🤖 AI Summary
This study addresses the lack of robustness in enterprise-grade large language models (LLMs) against minor input perturbations—a critical issue often overlooked by existing evaluations confined to academic settings. The authors present the first multidimensional perturbation benchmark tailored for enterprise applications, encompassing 11 perturbation types including textual edits, format variations (e.g., JSON/YAML), multilingual inputs, and instruction reordering. They systematically evaluate 11 prominent LLMs ranging from 4B to over 120B parameters. Results reveal that minor perturbations can degrade performance by up to 40 percentage points. Notably, model scale exhibits a nonlinear relationship with robustness: Mistral 3 8B consistently outperforms larger models, while Llama 3.1 8B performs worst, underscoring the pivotal roles of architecture and training data—and challenging the prevailing assumption that larger models are inherently more robust.
📝 Abstract
Enterprise LLM applications require consistently high quality and reliable performance across diverse scenarios, demanding robustness to minor variations. Existing research shows that even small prompt changes can lead to substantial differences in output, but has mainly focused on a narrow set of perturbations with small academic datasets, limiting their relevance to real-world applications.
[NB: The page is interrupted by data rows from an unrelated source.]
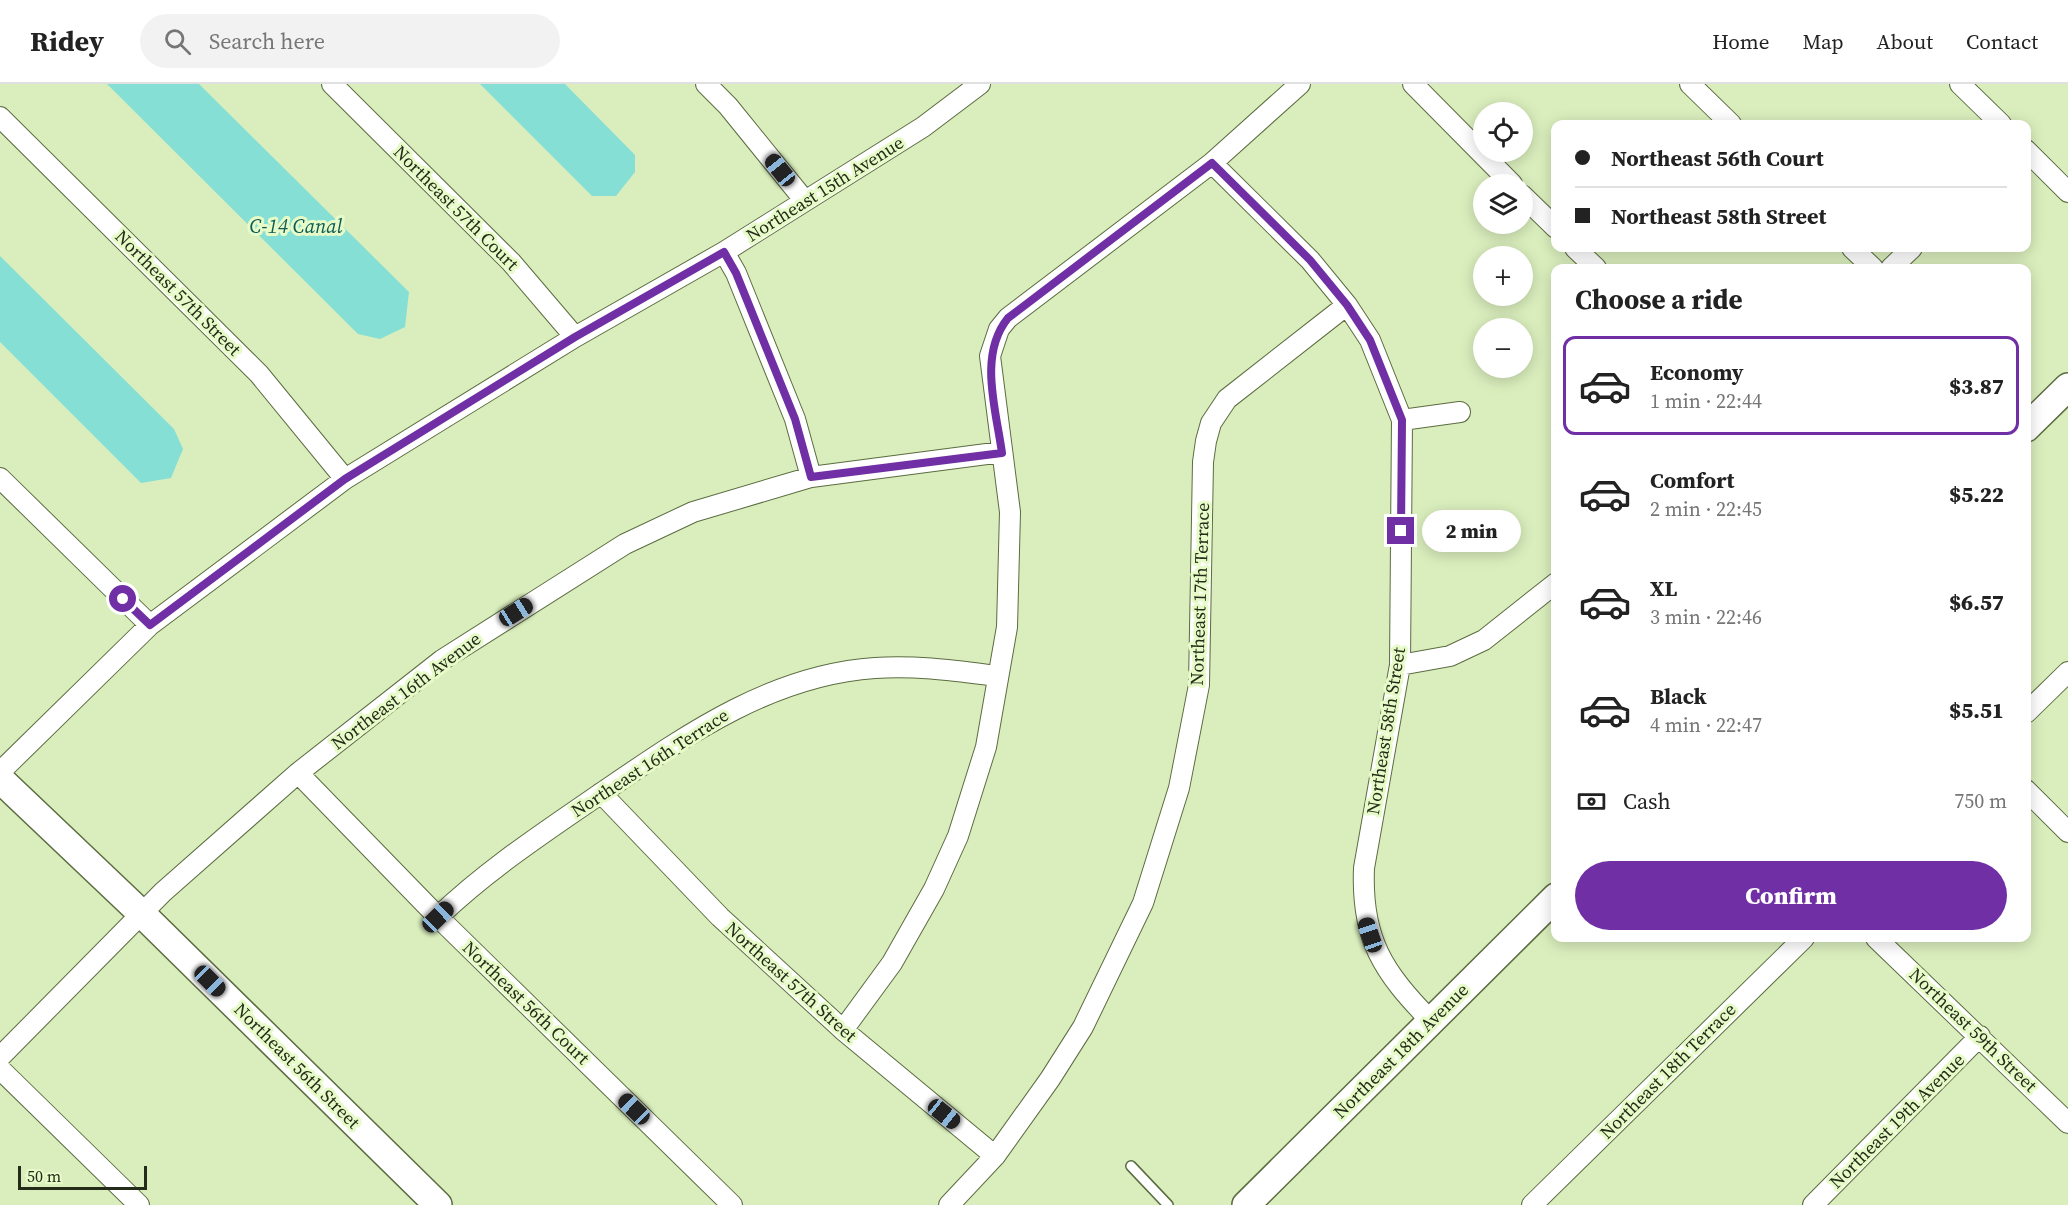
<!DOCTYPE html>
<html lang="en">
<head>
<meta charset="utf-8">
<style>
  :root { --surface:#fff; --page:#f2f2f2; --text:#222; --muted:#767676; --line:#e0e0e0; --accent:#702fa4 }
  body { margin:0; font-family:"Source Serif 4",serif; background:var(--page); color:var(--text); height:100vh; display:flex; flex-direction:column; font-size:22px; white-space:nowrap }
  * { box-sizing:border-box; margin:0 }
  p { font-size:20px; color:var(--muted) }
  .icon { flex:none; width:33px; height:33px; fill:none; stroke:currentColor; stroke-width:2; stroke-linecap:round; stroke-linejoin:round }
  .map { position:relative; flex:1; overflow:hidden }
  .side { position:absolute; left:1551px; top:180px; width:480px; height:678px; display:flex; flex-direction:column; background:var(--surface); border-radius:12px; box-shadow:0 3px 15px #0003 }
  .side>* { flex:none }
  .banner { position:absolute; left:1551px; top:36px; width:480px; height:132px; border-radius:12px; box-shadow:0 3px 15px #0003; display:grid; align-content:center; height:132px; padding:0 24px; background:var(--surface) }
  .tools { position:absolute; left:1473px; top:18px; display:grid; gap:12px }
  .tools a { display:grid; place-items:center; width:60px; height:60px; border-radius:50%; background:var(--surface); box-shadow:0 3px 15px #0003; font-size:30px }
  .scale { position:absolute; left:18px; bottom:15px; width:129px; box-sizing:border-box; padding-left:6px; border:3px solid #242c19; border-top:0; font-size:16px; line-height:21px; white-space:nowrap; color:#242c19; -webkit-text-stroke:4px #e7fbc9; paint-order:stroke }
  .end { position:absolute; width:27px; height:27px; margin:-14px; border:8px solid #702fa4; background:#fff; box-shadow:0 0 0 3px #fff }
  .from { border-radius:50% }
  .bubble { position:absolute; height:42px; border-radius:21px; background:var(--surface); box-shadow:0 3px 15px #0003; font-size:20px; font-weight:800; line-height:42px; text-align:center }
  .car { position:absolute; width:18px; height:36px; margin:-18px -9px; border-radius:8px; box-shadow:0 0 4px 2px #0007; background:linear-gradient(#222 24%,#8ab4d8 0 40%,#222 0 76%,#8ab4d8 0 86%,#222 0) }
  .banner b { display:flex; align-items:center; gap:21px; height:57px; font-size:22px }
  .banner b+b { border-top:2px solid var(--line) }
  .banner i { width:15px; height:15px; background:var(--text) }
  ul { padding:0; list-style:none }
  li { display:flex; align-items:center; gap:18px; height:99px; margin:0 12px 9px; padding:0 12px; border:3px solid transparent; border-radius:12px }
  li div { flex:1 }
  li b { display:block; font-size:22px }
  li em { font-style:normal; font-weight:800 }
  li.active { border-color:var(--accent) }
  li>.icon { width:54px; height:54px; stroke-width:1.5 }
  h2 { padding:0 24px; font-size:27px; line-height:72px }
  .pay { display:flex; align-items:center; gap:15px; height:66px; padding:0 24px; font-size:22px }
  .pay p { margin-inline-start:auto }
  .cta { display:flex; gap:12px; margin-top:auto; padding:12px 24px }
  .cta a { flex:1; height:69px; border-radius:36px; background:var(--accent); color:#fff; font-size:24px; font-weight:800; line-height:69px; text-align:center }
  header { display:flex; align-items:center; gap:36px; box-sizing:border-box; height:84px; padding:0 30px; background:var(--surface); border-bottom:2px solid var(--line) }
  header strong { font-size:28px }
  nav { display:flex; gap:33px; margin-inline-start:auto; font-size:21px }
  .search { width:420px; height:54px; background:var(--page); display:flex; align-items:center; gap:15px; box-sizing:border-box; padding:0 21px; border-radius:33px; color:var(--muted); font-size:22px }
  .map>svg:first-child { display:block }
  .water { fill:#85dfd4 }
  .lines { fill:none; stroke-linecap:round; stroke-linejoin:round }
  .lane-casing { stroke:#5b6c40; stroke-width:12 }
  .street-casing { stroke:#5b6c40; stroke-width:22 }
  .secondary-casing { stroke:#5b6c40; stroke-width:30 }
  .lane { stroke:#fff; stroke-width:9 }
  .street { stroke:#fff; stroke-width:20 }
  .secondary { stroke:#fff; stroke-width:27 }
  .route { stroke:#702fa4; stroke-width:8 }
  .labels { text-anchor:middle; stroke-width:6; stroke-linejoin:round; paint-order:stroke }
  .street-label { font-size:18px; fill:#242c19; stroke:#e7fbc9 }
  .water-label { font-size:20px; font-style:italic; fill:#0c5b54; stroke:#e7fbc9 }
</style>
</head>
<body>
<header>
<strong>Ridey</strong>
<div class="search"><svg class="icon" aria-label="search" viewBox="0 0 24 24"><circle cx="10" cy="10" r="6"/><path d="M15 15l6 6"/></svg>Search here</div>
<nav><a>Home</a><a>Map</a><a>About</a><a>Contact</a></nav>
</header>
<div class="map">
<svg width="2068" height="1121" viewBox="0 0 2068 1121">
  <rect width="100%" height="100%" fill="#daeebd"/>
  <path class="water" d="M107,0H199L409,208L405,243L380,255L358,250Z
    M480,0H565L635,71V88L616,112H592Z
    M0,172L174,345L183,365L171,394L141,399L0,258Z"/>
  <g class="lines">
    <defs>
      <path id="lane" d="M1131,1082L1168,1121"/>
      <path id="street" d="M332,0L511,178L575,253
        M706,0L728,22L805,117
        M1413,0L1512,100
        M1690,0L1731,40
        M1960,0L2001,40
        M0,33L259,290L345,395
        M2026,66L2068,108
        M1212,79L1310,176L1347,221L1370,256L1402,336L1400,581L1364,784C1361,855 1383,888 1431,937
        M1522,111L1556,144
        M1575,164L1596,184
        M1852,164L1873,184
        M724,168L736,189L795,335L811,393
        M1891,184L1912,164
        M1402,336L1460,328
        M0,394L150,541
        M1400,581L1450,572L1484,556L1556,499
        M2026,629L2068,588
        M0,688L150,541L345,395L575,253L724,168L923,43L980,0
        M298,689L438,833L732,1121
        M2026,706L2068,748
        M601,709L720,833L843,946L995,1072
        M438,833C487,786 542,750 597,712C682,654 769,591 875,584C916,581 957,587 997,592
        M1876,854L2068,1039
        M843,946L892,879L934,805L958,752L986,663L1007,543L1010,428L990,272L999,245L1008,234L1212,79L1300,0
        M0,973L163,808L298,689L442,576L625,460L693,428L811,393L1002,368
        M0,985L139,1121
        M949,1121L995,1072L1050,995L1083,943L1143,819L1179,704L1199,601L1203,378L1206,357L1211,339L1227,315L1347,221
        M1532,1121L1804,854
        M1813,1121L1980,952"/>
      <path id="secondary" d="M2026,344L2068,303
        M0,695L142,830L438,1121
        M1246,1121L1556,813"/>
    </defs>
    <use href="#lane" class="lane-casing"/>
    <use href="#street" class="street-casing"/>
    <use href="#secondary" class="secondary-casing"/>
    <use href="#lane" class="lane"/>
    <use href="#street" class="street"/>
    <use href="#secondary" class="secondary"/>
  </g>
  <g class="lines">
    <path class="route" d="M123,515L150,541L345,395L575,253L724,168L736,189L795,335L811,393L1002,369C996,325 978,271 1008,234L1212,79L1310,176L1347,221L1370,256L1402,336L1401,447"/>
  </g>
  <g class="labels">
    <g class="street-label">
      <text transform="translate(825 105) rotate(-32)" y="6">Northeast 15th Avenue</text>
      <text transform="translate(456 124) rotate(45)" y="6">Northeast 57th Court</text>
      <text transform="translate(178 209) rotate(45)" y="6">Northeast 57th Street</text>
      <text transform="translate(1200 510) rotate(-88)" y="6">Northeast 17th Terrace</text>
      <text transform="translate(406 607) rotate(-37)" y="6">Northeast 16th Avenue</text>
      <text transform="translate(1386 647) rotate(-81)" y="6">Northeast 58th Street</text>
      <text transform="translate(650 679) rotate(-33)" y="6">Northeast 16th Terrace</text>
      <text transform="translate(791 898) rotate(42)" y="6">Northeast 57th Street</text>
      <text transform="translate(526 919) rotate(44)" y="6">Northeast 56th Court</text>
      <text transform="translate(1973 946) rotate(44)" y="6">Northeast 59th Street</text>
      <text transform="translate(1401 967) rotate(-45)" y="6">Northeast 18th Avenue</text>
      <text transform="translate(297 982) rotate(45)" y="6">Northeast 56th Street</text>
      <text transform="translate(1668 987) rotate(-45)" y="6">Northeast 18th Terrace</text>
      <text transform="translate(1897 1037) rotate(-45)" y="6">Northeast 19th Avenue</text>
    </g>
    <g class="water-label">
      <text x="296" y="149">C-14 Canal</text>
    </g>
  </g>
</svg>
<div class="tools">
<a><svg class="icon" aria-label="locate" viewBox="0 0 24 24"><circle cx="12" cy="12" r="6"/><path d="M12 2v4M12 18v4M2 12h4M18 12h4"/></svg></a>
<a><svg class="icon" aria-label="layers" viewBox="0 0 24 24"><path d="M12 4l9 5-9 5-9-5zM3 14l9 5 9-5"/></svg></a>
<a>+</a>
<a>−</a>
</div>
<div class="scale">50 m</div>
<i class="end from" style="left:123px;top:515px"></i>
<i class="end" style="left:1401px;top:447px"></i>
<div class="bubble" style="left:1422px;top:426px;width:99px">2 min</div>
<i class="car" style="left:780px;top:86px;rotate:321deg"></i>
<i class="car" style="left:516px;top:528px;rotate:58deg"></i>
<i class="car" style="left:438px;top:833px;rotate:46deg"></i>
<i class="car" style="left:1370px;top:851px;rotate:341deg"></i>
<i class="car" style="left:210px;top:897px;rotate:135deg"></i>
<i class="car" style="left:634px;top:1025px;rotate:314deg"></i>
<i class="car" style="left:944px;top:1030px;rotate:129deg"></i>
<div class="banner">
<b><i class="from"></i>Northeast 56th Court</b>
<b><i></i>Northeast 58th Street</b>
</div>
<section class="side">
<h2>Choose a ride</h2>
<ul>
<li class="active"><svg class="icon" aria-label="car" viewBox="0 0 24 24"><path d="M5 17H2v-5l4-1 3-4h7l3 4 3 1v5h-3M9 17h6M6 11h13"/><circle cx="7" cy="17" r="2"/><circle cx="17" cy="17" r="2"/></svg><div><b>Economy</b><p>1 min · 22:44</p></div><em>$3.87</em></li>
<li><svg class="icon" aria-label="car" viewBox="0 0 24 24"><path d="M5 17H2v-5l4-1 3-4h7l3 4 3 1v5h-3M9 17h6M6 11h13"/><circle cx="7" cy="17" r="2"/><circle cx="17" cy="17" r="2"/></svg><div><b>Comfort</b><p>2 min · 22:45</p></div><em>$5.22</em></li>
<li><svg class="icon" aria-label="car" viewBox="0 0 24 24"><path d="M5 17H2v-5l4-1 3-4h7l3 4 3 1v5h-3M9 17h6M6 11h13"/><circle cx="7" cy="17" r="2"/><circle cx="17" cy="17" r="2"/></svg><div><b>XL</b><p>3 min · 22:46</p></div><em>$6.57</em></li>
<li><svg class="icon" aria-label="car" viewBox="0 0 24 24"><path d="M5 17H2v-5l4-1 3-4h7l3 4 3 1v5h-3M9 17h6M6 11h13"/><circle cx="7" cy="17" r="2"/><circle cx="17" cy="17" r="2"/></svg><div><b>Black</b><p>4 min · 22:47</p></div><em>$5.51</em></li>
</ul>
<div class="pay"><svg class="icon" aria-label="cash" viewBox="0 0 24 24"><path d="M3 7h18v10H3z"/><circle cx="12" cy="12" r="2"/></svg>Cash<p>750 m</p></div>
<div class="cta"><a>Confirm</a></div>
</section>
</div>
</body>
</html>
To address this, we present a comprehensive benchmark suite that evaluates robustness across multiple perturbation types, including general text edits (e.g., punctuation, whitespace), formatting changes (e.g., JSON, YAML), multilingual and cross-lingual inputs, and positional variations in instructions. Evaluating 11 models ranging from 4B to 120B+ parameters, we find that minor perturbations reduce performance by up to 40 percentage points on key enterprise metrics. Critically, we demonstrate that the relationship between model size and robustness is more nuanced than conventional assumptions suggest: an 8B parameter model (Ministral 3 8B) outperforms most larger models, while another 8B model (Llama 3.1 8B) performs worst overall.